## THE PROBLEM
From the listing below, select every line where the word "inset" appears.

## DATA FOR PROCESSING
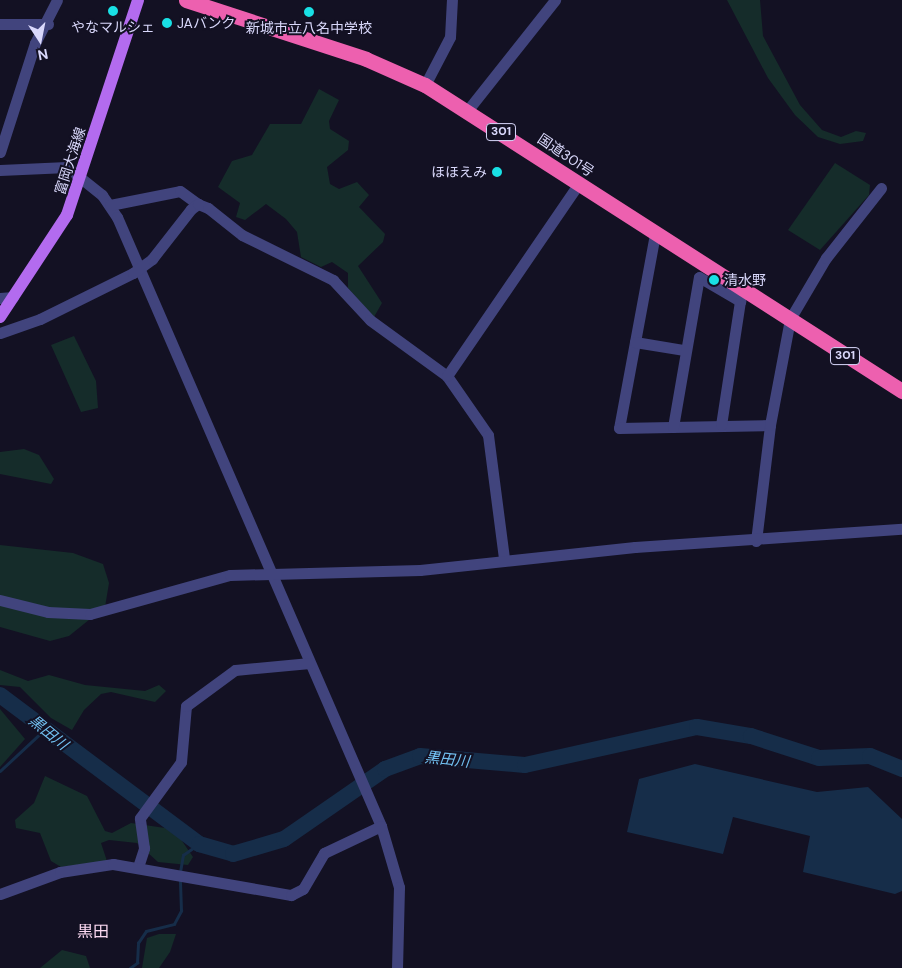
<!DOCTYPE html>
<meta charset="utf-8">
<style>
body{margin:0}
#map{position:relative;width:902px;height:968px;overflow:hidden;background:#131123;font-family:"DM Sans","Noto Sans JP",sans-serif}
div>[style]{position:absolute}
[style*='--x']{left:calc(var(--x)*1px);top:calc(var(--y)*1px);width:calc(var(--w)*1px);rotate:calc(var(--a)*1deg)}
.green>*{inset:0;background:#152c2a}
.water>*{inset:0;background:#162d49}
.stream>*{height:2.5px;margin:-1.25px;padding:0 1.25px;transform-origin:1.25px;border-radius:1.25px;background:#162d49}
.river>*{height:16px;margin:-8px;padding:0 8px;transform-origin:8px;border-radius:8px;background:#162d49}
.minor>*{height:11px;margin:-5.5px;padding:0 5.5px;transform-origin:5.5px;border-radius:5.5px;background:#41447d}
.major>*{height:12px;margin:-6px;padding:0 6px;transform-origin:6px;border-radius:6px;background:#b36bef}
.highway>*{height:15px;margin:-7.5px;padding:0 7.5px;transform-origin:7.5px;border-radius:7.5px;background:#ed60af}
.dots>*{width:14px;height:14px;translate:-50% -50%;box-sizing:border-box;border:2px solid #131123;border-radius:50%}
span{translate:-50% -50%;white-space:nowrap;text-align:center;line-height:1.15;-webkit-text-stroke:4px #131123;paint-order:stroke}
.shield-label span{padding:1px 4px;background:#131123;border:1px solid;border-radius:4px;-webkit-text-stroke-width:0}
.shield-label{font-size:12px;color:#d9d8fb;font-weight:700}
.poi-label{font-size:14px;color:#d9d8fb}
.left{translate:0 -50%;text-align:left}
.right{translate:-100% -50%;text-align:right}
.street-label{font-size:14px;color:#d9d8fb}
.water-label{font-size:15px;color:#71bfef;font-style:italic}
.quarter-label{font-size:16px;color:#fbd9f1}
.north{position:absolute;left:15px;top:15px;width:50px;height:50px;-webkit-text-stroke:4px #131123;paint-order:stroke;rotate:169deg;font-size:14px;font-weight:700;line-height:20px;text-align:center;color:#d9d8fb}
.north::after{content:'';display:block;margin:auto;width:18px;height:22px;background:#d9d8fb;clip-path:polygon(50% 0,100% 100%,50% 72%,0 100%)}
</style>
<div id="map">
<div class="green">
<div style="clip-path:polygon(727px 0,760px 0,763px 36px,800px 105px,822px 130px,841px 137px,856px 131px,866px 133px,863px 141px,840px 144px,818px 137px,795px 115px,768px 78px)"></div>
<div style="clip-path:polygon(319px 89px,339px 100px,329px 121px,330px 129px,349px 141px,348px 150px,327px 167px,330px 184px,339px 189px,357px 182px,369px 195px,359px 207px,385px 234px,383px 242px,358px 266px,382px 303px,374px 317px,348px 288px,348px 273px,332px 262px,321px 267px,301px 257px,297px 232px,286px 219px,266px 204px,245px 220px,236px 217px,240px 203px,218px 187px,232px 161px,252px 155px,270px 124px,301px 124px)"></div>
<div style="clip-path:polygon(835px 163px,870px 185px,869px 195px,820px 250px,788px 230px)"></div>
<div style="clip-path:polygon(74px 336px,96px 381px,98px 408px,81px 412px,51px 345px)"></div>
<div style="clip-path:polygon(24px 449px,39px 455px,54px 479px,51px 484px,0 474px,0 452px)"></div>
<div style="clip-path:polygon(0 545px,73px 553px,103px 564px,109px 583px,105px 607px,69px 636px,50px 641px,0 627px)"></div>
<div style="clip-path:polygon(0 670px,28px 681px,49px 675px,85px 685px,145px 691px,159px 685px,166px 691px,155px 702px,111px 692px,101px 694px,84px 710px,72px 730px,51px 718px,20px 687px,0 685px)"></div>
<div style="clip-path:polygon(0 709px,25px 739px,0 767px)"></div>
<div style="clip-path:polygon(45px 776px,87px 796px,105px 831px,112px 833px,131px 823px,165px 828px,180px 838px,193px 857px,188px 865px,158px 862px,137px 843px,109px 840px,101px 843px,107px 861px,61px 867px,51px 861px,40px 833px,16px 828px,15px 820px,34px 803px)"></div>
<div style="clip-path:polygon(159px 934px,176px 934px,170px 952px,159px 968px,142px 968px,147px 938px)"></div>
<div style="clip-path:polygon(62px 950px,86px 956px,90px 968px,40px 968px)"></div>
</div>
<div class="water">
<div style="clip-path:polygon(695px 764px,817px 792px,868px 787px,902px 819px,902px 891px,895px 894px,803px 872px,810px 836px,733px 817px,723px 854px,627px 832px,639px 779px)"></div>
</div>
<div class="stream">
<div style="--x:0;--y:771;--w:59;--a:-42.9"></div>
<div style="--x:180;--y:872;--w:17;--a:-80"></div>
<div style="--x:183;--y:855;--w:19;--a:-35"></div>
<div style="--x:130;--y:968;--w:9;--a:-36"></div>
<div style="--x:137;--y:963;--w:20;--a:-87"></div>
<div style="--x:138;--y:943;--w:14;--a:-56"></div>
<div style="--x:146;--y:931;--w:29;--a:-14"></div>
<div style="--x:174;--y:924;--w:15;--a:-62"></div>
<div style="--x:181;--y:911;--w:31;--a:-92"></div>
</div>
<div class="river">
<div style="--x:0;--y:695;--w:249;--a:36.8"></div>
<div style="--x:199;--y:844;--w:35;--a:16"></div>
<div style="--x:233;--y:854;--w:53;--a:-16.4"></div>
<div style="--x:284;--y:839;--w:123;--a:-34.7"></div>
<div style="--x:385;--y:769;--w:37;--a:-20"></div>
<div style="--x:420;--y:756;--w:105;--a:4.9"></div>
<div style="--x:525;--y:765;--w:176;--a:-12.5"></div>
<div style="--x:697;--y:727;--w:55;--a:9.5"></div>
<div style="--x:751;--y:736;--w:71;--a:17.9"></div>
<div style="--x:819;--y:758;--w:51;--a:-2.2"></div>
<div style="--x:870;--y:756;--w:35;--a:22"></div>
</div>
<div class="minor">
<div style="--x:0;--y:24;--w:48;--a:0"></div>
<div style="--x:425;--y:85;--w:54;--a:-62.5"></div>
<div style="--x:450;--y:37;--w:37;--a:-87"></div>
<div style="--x:467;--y:111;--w:142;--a:-51.6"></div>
<div style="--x:0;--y:152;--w:114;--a:-72.2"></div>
<div style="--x:35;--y:43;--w:48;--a:-62.9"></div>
<div style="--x:0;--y:170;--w:67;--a:-2.6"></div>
<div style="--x:67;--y:167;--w:45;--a:38.7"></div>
<div style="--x:102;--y:195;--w:27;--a:56"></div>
<div style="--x:117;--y:217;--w:664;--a:66.56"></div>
<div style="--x:381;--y:826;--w:64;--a:73.6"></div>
<div style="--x:399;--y:887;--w:81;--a:91.4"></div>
<div style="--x:110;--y:205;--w:71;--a:-11.3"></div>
<div style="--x:180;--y:191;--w:22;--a:36"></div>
<div style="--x:655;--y:234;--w:197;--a:100.5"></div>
<div style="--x:619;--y:428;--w:151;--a:-1.1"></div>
<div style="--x:0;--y:298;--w:13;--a:-4"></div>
<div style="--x:0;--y:333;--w:42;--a:-19.3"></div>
<div style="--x:40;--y:319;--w:104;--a:-26.3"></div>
<div style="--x:133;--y:273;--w:24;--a:-36"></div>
<div style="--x:152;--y:259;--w:63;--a:-52"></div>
<div style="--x:191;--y:209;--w:9;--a:-36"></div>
<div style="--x:198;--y:204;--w:11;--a:22"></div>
<div style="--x:208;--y:208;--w:43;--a:38.5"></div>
<div style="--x:242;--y:235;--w:102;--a:26.3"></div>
<div style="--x:333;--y:280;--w:54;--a:47.2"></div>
<div style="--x:370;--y:320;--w:95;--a:36"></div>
<div style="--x:447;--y:376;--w:72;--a:55.2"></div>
<div style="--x:488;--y:435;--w:125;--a:82.6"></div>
<div style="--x:635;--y:342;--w:50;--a:9.3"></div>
<div style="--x:447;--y:376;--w:234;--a:-55.6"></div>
<div style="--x:673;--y:427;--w:152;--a:-80.2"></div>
<div style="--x:699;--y:277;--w:48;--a:30.3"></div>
<div style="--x:740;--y:301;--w:125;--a:98.7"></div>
<div style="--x:756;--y:541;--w:117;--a:-83.1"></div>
<div style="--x:770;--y:425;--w:108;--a:-79.3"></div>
<div style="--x:790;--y:319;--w:71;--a:-59.5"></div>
<div style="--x:826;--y:258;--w:89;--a:-51.8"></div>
<div style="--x:0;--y:600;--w:49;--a:14"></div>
<div style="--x:48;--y:612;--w:42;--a:2.7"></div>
<div style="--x:90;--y:614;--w:145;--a:-15.6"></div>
<div style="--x:230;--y:575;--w:190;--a:-1.5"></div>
<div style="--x:420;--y:570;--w:216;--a:-6.1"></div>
<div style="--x:635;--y:547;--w:268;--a:-3.9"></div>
<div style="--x:138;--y:867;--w:20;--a:-72"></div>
<div style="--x:144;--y:848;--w:30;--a:-98"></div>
<div style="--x:140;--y:818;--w:69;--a:-53.8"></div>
<div style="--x:181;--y:762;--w:56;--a:-84.9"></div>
<div style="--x:186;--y:706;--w:61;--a:-36.3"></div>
<div style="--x:235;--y:670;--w:75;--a:-5.3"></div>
<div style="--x:0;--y:894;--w:64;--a:-20.1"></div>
<div style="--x:60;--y:872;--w:54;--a:-8.6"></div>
<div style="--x:113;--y:864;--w:181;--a:9.9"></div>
<div style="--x:291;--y:895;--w:13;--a:-27"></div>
<div style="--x:303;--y:889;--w:42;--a:-59.7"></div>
<div style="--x:324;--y:853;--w:63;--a:-25.3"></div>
</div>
<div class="major">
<div style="--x:0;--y:317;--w:122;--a:-56.7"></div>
<div style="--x:67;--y:215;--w:226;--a:-71.7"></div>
</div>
<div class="highway">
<div style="--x:186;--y:0;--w:189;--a:18.1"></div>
<div style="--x:366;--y:59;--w:64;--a:23.8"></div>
<div style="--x:425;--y:85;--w:567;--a:32.68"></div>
</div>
<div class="dots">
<div style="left:113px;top:11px;background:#19e0e5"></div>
<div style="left:309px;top:12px;background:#19e0e5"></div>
<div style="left:167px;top:23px;background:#19e0e5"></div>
<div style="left:497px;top:172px;background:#19e0e5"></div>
<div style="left:714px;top:280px;background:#19e0e5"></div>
</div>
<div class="shield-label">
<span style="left:501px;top:132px">301</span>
<span style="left:845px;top:356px">301</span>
</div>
<div class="poi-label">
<span class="left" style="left:177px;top:23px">JAバンク</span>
<span style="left:113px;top:27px">やなマルシェ</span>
<span style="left:309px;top:28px">新城市立八名中学校</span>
<span class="right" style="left:487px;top:172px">ほほえみ</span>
<span class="left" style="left:724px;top:280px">清水野</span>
</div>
<div class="street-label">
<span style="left:566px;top:155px;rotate:34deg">国道301号</span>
<span style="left:70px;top:161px;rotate:-72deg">富岡大海線</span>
</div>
<div class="water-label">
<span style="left:48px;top:733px;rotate:39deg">黒田川</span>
<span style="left:447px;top:760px;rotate:6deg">黒田川</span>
</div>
<div class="quarter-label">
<span style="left:93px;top:932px">黒田</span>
</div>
<div class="north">N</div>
</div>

## SOLUTION TO THIS PROBLEM
.green>*{inset:0;background:#152c2a}
.water>*{inset:0;background:#162d49}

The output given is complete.